While these dots often manifest themselves literally—on the surface of a gigantic pumpkin or emblazoned across her own body—they also serve as the base material for wondrously complex compositions, such as the one seen in Star. Kusama carves her spots out of negative space, creating brightly coloured networks of dots and lines that form psychedelic amorphous entities and allude to the expansiveness of our existence, whether it be the cosmos or the depths of the ocean.
Monir Farmanfarmaian
Mirrors were the primary medium of Iranian artist Monir Farmanfarmaian. She used their reflective surfaces to create optically fascinating tessellations that recall elaborate mosaics found in the mosque and palaces of her home country.
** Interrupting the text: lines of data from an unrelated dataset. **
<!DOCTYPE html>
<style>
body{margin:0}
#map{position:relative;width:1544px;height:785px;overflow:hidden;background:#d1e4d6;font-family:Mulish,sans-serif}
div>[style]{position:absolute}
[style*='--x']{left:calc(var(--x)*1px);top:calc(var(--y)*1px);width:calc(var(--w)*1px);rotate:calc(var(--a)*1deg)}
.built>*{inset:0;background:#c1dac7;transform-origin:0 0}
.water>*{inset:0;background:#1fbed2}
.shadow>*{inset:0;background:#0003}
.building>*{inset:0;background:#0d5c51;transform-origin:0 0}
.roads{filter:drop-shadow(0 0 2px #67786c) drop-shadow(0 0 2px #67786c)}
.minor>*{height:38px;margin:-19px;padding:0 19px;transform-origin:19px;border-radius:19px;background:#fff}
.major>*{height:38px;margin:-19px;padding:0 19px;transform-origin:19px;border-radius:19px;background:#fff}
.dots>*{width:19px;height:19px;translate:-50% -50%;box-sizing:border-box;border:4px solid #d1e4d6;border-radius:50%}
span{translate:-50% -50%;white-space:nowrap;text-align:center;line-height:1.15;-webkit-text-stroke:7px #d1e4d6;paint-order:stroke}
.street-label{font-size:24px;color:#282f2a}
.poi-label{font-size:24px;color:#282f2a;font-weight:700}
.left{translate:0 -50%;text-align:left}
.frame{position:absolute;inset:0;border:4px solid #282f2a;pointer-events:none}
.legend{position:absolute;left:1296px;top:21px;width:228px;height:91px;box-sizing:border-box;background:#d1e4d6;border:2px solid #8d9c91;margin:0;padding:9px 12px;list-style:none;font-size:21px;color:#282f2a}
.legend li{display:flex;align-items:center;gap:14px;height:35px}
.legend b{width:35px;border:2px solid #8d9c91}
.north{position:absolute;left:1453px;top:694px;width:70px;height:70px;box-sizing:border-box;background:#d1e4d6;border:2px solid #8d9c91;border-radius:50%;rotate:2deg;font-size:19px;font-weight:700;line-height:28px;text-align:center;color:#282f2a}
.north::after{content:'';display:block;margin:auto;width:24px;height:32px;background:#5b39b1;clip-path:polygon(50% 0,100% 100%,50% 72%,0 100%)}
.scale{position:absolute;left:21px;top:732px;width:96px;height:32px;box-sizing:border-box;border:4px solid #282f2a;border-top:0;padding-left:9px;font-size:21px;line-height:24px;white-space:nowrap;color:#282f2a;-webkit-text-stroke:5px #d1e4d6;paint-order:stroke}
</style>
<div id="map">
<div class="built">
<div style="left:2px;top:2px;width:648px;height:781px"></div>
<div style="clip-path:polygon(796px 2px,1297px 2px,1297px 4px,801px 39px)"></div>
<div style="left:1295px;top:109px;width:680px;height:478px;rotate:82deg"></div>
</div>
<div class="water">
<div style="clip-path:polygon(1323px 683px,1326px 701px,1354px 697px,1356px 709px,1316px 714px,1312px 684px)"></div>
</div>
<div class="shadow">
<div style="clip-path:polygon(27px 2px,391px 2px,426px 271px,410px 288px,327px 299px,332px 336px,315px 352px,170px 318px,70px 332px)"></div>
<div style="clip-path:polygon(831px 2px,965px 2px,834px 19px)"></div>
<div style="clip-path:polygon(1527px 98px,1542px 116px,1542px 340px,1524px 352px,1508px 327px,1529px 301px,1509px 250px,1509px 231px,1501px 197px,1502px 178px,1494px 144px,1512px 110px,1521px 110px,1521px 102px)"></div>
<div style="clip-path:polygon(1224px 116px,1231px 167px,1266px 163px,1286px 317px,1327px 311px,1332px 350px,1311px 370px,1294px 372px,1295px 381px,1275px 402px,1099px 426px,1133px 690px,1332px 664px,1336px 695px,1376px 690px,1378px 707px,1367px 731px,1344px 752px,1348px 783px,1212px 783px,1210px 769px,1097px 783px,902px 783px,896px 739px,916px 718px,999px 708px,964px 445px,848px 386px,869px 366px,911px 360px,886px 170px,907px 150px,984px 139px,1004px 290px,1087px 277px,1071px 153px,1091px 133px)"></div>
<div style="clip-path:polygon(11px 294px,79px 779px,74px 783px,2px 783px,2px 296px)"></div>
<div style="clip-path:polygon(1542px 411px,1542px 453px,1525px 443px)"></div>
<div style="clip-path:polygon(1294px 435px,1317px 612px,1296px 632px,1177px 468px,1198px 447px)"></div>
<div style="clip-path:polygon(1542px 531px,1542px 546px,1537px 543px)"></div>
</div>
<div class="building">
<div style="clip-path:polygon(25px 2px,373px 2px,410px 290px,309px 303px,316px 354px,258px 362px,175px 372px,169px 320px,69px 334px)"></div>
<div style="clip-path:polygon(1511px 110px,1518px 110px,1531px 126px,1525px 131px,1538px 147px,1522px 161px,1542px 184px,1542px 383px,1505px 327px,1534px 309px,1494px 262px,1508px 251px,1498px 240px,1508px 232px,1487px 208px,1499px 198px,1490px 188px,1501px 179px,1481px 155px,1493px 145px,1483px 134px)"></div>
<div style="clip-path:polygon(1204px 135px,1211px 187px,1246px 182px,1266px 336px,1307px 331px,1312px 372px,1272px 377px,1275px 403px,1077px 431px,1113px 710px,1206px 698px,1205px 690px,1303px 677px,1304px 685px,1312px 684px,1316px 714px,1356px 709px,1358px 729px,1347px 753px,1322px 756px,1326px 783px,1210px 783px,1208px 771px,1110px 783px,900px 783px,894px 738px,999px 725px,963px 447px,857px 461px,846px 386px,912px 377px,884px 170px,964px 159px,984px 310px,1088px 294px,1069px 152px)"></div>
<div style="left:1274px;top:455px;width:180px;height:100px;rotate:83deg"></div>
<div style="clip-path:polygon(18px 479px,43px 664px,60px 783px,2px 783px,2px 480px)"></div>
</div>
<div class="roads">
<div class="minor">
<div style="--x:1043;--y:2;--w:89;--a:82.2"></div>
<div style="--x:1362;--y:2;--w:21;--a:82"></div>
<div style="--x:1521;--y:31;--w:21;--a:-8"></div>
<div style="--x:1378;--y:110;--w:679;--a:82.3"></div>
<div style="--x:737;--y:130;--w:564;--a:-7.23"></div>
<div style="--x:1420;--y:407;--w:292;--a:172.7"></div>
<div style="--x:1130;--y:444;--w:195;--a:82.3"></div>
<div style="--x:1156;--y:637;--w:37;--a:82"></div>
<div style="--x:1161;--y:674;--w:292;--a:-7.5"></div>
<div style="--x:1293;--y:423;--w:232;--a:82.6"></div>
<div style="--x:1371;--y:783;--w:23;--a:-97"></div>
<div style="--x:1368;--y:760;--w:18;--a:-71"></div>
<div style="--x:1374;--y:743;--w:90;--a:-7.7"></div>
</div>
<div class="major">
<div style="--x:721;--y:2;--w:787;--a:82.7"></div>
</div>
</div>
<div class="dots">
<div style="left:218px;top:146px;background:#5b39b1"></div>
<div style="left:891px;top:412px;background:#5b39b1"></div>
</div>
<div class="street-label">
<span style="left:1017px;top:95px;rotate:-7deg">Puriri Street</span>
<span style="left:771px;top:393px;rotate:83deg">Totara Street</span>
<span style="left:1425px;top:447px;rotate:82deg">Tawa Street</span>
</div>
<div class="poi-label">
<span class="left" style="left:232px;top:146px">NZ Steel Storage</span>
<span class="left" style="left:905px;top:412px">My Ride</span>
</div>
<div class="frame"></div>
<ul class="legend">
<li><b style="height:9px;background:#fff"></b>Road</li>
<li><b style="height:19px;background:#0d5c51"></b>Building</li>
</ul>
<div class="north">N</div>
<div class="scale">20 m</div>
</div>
She referenced the dazzling interiors of Shah Cheragh as a defining site, which offered a moment of creative epiphany when she visited in 1975. Though she travelled extensively—residing for a time in New York, where she befriended the likes of Andy Warhol, Louise Nevelson and Willem de Kooning— Farmanfarmaian always maintained strong links to Iran, celebrating traditional craft and form within her work and infusing them with her own experimental geometries. Her time in New York was explored in the 2015 Guggenheim exhibition Monir Shahroudy Farmanfarmaian, the first survey of her work in America, and this followed on from the 2014 show Monir Shahroudy Farmanfarmaian: Infinite Possibility. Mirror Works and Drawings 1974-2014 at the Serralves Museum of Contemporary Art in Porto, demonstrating a gathering momentum for the appreciation and study of the artist's practice
Her deft command of both two-and-three-dimensional surface saw her create exceptional hybrid objects, many of which are mathematical feats that show a dedication to the possibilities of repetition and pattern. In other instances, a love for the gaudy and excessive tendencies of 1970s kitsch come through in disco-ball style creations, which were understandably appreciated by Warhol. A few years before her death in 2019 Farmanfarmaian was honoured with an eponymous museum in Tehran, the first institution devoted to a solo female artist in the country.
Pat Steir
Pat Steir claims that she has been "forgotten and rediscovered many times", despite maintaining a practice spanning half a century. The New York-based artist first came to prominence in the 1970s as a member of the feminist Heresies collective, developing her own distinct visual language by marrying the influence of conceptual art with the teachings of John Cage and meditative practices such as the ancient Chinese art of Yi-pin (ink splashing).
The resulting theoretical approach sees Steir standing on top of a ladder and flinging a loaded brush across her immense canvases with calculated movement, thus producing works that embody a specific element of chance, where layered drips of pigment descend the surface. This serendipitous process places emphasis on the physicality of her materials, as the artist explains, ‘The paint itself makes the picture... gravity makes the image.’
The transcendental power of Steir’s ongoing Waterfall series, which encapsulate the action of falling water as opposed to mere representation, are the most well-known in her oeuvre, and include a commission by the Barnes Foundation in Philadelphia. The fact that she is the first artist to make site-specific work for the institution since Matisse is testament to her evocative canvases, and what should be a truly lasting legacy.